Task details:
What lines in the records below contain the string "position"? Copy every one.

(Available data Opens)

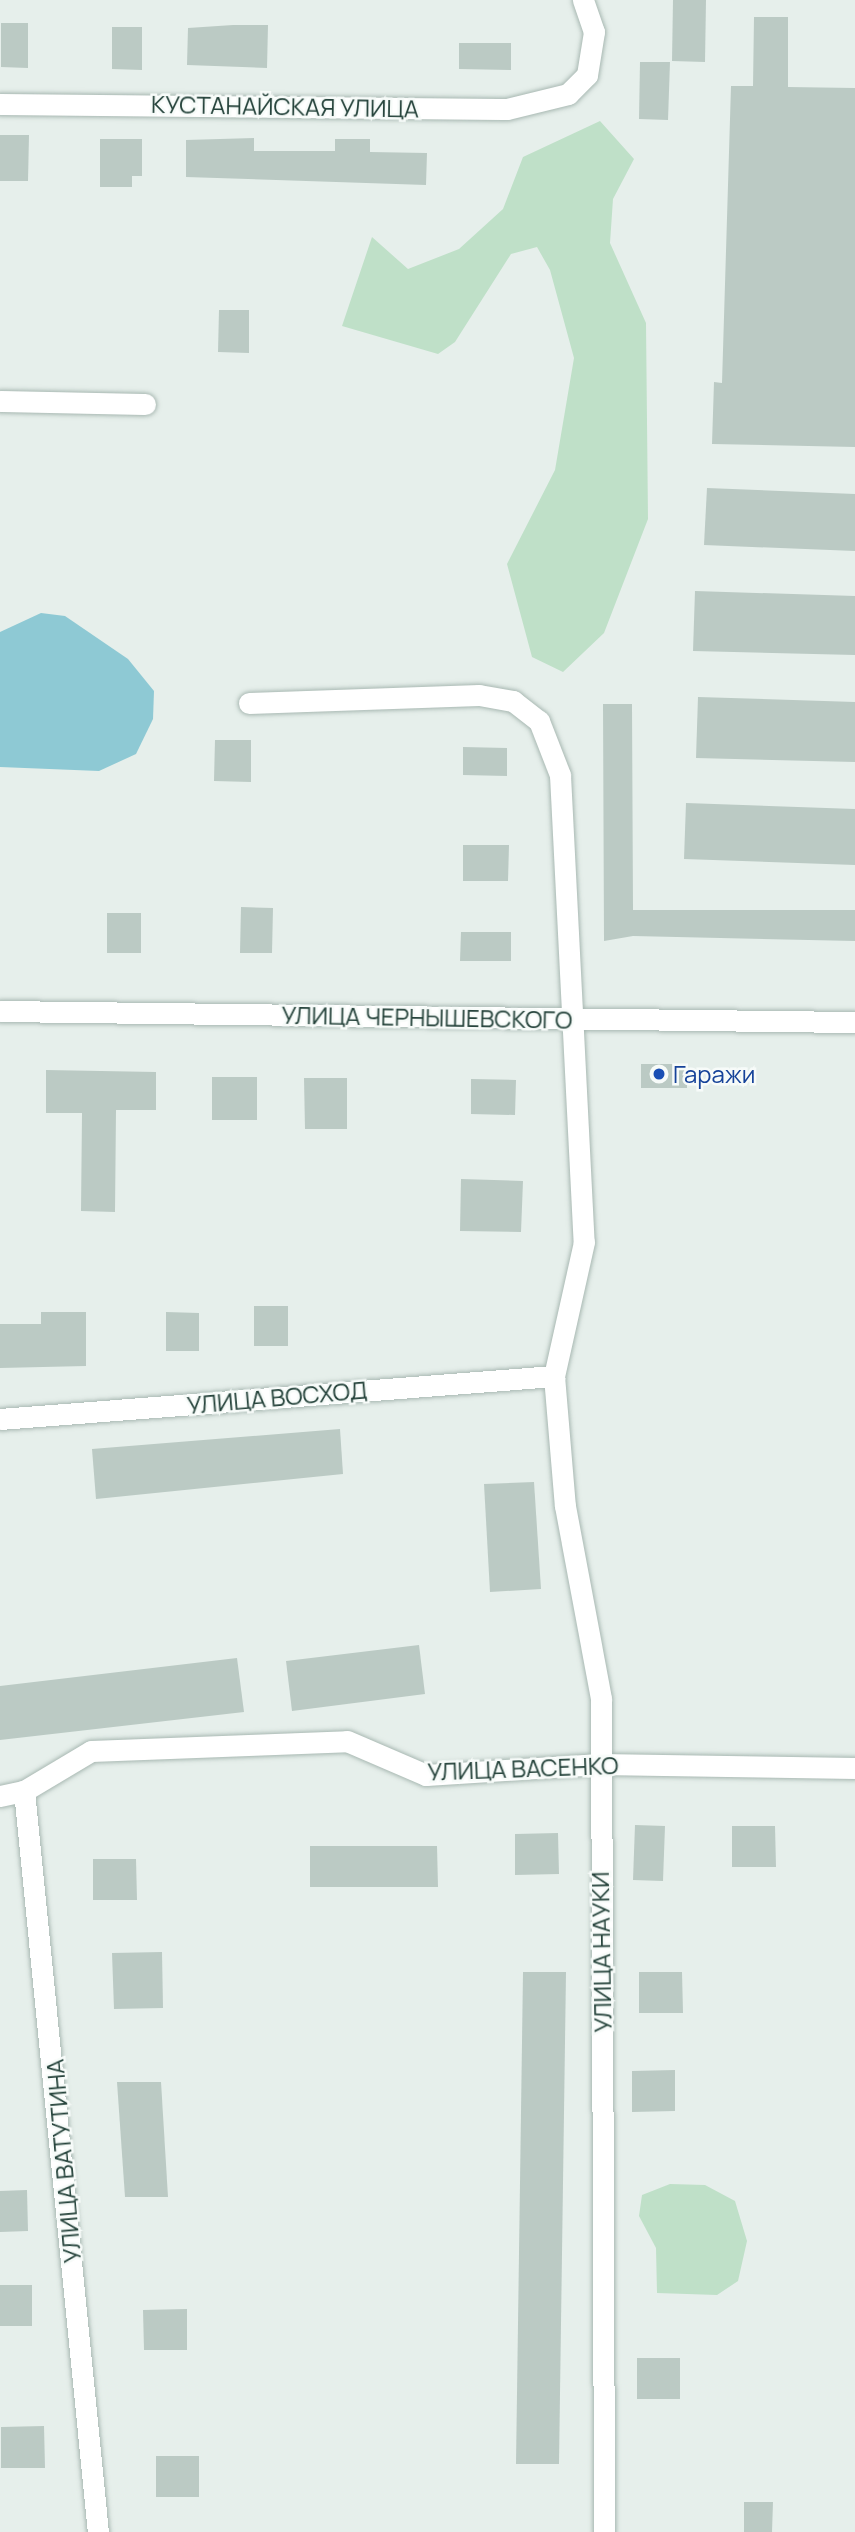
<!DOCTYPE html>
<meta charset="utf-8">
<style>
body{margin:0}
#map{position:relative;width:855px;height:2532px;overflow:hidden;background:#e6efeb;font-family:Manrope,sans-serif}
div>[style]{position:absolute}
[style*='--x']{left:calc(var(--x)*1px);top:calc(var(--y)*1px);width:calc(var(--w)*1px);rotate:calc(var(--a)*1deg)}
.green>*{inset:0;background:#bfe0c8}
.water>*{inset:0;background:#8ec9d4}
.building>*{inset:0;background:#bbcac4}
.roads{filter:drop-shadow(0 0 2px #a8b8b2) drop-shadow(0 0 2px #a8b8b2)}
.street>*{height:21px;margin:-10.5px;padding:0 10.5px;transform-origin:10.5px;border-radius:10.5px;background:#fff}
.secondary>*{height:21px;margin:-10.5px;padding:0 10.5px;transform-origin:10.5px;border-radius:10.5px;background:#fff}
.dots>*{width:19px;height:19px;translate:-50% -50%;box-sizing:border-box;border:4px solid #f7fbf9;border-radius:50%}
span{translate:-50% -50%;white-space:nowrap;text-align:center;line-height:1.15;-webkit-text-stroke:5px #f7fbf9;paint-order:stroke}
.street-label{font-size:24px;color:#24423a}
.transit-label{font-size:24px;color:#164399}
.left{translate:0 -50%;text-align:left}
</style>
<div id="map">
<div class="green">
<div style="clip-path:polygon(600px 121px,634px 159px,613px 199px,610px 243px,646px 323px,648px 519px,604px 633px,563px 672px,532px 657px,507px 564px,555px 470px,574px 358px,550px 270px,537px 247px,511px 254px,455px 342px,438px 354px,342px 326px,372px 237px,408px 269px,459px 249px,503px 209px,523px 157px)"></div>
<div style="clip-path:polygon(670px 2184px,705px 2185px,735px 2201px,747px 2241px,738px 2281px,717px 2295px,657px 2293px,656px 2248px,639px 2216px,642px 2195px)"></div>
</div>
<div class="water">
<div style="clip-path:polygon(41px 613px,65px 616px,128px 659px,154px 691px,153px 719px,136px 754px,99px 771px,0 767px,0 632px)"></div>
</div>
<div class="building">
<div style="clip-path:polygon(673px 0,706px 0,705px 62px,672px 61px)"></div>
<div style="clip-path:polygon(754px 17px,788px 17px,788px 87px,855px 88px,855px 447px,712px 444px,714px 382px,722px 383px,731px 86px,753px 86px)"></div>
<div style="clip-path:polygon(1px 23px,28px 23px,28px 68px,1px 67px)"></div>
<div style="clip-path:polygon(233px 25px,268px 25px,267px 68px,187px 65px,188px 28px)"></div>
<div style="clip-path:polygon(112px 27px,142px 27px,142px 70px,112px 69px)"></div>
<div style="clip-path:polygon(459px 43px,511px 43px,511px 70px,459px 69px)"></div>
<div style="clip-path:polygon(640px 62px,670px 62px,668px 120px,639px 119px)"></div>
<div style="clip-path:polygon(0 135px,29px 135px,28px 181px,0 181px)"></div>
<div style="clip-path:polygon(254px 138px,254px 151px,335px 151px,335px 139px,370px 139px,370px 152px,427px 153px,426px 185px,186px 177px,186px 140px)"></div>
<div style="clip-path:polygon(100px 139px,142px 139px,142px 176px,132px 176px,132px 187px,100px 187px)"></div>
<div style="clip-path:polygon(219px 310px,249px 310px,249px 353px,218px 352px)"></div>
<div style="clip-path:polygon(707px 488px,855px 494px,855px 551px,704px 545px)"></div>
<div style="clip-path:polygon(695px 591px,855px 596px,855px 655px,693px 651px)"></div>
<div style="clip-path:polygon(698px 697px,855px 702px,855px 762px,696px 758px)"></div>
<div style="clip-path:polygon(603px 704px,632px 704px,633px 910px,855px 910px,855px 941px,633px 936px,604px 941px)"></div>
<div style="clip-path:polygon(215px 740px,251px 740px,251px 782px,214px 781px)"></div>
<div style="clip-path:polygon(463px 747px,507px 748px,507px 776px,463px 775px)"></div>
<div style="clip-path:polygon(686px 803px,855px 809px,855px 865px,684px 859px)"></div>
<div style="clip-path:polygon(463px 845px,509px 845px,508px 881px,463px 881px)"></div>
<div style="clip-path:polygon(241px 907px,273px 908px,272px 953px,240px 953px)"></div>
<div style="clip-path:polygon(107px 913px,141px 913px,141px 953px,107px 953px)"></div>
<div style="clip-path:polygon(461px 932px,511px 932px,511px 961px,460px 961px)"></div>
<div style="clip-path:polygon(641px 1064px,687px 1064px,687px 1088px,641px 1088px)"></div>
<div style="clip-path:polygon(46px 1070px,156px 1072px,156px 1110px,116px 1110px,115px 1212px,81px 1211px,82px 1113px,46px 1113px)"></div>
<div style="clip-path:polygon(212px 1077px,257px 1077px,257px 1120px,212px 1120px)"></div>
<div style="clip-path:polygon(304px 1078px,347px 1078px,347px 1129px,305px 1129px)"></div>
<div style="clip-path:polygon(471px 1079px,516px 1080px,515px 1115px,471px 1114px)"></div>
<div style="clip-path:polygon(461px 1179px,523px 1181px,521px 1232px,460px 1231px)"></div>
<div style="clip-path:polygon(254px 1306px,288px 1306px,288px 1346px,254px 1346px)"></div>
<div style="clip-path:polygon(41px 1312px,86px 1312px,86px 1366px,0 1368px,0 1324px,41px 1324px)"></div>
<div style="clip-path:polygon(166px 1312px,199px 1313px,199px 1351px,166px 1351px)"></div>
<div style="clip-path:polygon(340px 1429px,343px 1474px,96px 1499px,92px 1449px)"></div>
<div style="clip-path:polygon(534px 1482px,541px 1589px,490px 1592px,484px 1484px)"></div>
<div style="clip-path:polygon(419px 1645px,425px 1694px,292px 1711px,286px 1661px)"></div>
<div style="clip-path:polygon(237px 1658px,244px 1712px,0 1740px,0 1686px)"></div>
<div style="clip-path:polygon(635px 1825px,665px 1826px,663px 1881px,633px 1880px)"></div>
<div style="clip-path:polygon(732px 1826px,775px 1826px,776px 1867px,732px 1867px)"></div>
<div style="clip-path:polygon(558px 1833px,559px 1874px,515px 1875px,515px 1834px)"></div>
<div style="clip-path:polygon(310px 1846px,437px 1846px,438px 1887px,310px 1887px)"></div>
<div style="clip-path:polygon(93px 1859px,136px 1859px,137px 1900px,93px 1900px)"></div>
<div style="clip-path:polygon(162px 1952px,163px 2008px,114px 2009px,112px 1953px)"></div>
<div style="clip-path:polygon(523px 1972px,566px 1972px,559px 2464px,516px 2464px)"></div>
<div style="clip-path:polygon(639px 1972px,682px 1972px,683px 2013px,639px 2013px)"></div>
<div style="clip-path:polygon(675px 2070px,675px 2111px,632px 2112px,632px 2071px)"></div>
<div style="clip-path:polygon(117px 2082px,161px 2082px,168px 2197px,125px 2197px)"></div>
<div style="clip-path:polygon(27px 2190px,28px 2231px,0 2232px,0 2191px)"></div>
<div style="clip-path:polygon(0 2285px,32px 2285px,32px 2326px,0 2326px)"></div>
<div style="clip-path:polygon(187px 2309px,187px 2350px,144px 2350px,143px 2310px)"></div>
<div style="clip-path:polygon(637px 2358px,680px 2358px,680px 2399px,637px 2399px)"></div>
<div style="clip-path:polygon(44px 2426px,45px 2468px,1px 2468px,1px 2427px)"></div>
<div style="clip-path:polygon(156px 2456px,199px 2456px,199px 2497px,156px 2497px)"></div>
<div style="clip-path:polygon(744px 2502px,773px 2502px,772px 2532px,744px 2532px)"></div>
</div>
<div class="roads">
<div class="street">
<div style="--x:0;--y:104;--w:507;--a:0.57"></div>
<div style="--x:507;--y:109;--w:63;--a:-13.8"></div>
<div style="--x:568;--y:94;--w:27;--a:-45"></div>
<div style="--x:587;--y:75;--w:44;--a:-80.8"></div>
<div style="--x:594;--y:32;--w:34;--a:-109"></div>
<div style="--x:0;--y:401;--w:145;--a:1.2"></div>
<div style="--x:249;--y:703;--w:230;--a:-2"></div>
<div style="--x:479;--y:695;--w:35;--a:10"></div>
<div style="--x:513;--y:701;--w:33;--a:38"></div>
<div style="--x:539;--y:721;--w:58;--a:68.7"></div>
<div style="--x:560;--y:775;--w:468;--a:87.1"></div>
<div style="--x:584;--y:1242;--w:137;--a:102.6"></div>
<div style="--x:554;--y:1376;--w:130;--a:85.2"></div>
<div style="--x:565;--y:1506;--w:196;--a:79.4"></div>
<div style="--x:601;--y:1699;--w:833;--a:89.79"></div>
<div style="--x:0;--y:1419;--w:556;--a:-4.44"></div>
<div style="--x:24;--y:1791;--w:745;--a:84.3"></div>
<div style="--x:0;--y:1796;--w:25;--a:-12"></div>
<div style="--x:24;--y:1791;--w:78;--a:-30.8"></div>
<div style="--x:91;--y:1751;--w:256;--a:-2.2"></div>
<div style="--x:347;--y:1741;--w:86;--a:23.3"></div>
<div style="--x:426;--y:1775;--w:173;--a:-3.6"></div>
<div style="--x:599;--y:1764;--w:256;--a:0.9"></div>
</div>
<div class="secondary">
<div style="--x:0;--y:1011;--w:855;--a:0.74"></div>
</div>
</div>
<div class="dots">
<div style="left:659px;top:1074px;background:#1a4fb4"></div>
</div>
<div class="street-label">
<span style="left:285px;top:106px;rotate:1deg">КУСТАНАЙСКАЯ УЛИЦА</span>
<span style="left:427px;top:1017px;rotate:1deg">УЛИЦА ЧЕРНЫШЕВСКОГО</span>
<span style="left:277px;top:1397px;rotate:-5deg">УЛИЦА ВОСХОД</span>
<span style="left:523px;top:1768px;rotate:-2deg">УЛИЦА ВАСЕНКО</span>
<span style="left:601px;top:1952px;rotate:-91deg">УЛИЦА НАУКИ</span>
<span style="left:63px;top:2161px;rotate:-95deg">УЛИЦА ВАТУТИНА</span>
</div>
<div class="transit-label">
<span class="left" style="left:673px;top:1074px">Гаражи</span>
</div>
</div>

(Available data Closes)

Solved problem:
#map{position:relative;width:855px;height:2532px;overflow:hidden;background:#e6efeb;font-family:Manrope,sans-serif}
div>[style]{position:absolute}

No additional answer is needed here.